Stored items
--- START ---

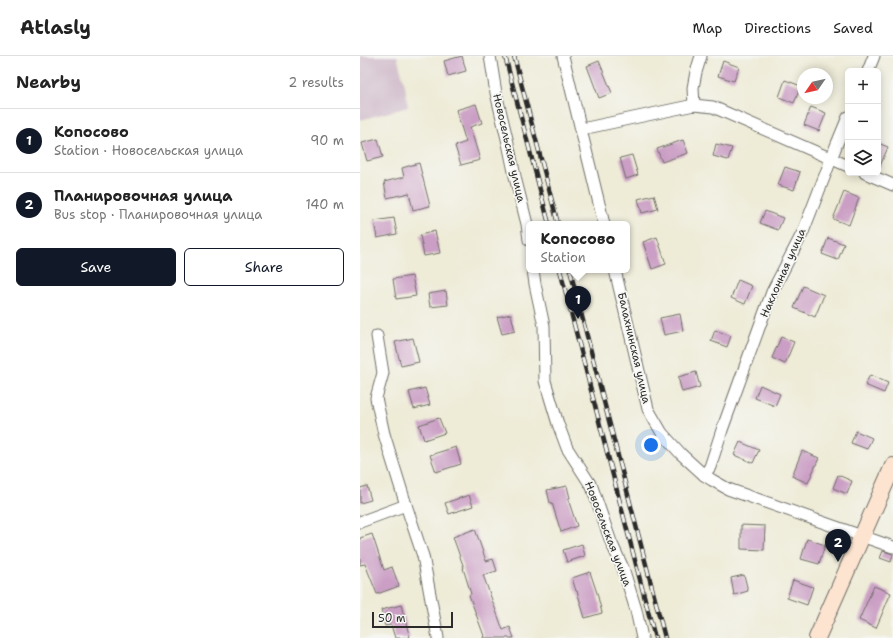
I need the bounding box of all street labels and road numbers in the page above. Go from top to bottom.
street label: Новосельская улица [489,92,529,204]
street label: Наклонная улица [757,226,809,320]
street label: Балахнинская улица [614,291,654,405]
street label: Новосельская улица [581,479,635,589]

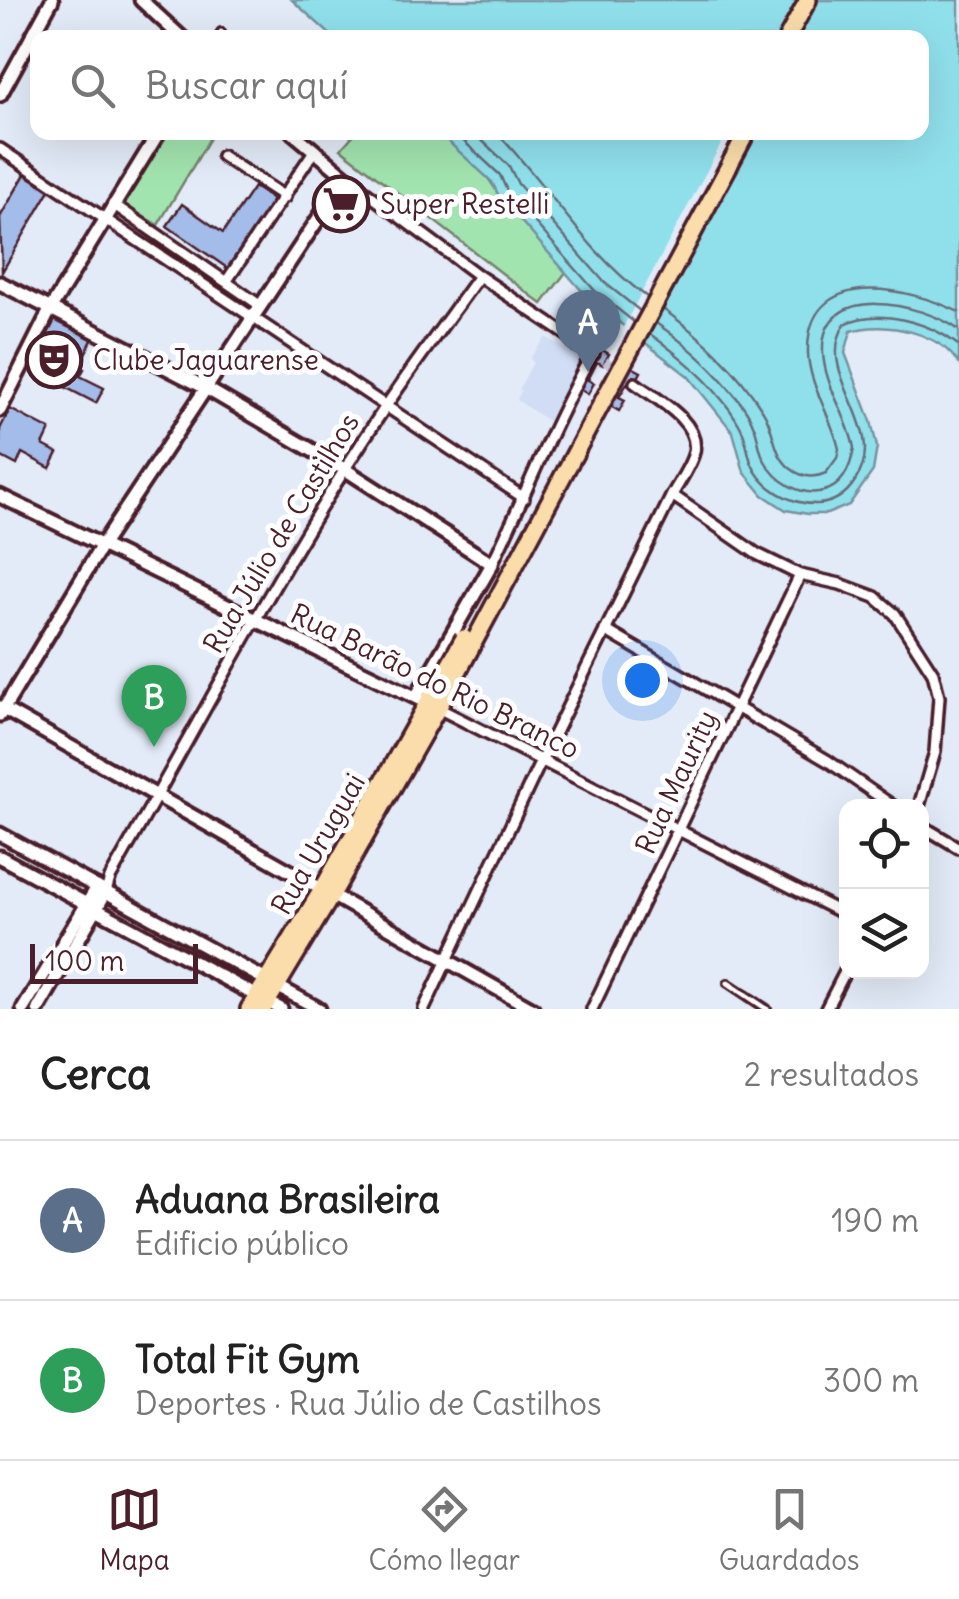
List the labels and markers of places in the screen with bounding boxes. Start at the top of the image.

--- END ---

> EXERCISE:
In your copy, repeat each record exactly and include no pictures.

> EXERCISE ANSWER:
I need the bounding box of all street labels and road numbers in the page above. Go from top to bottom.
street label: Новосельская улица [489,92,529,204]
street label: Наклонная улица [757,226,809,320]
street label: Балахнинская улица [614,291,654,405]
street label: Новосельская улица [581,479,635,589]

List the labels and markers of places in the screen with bounding boxes. Start at the top of the image.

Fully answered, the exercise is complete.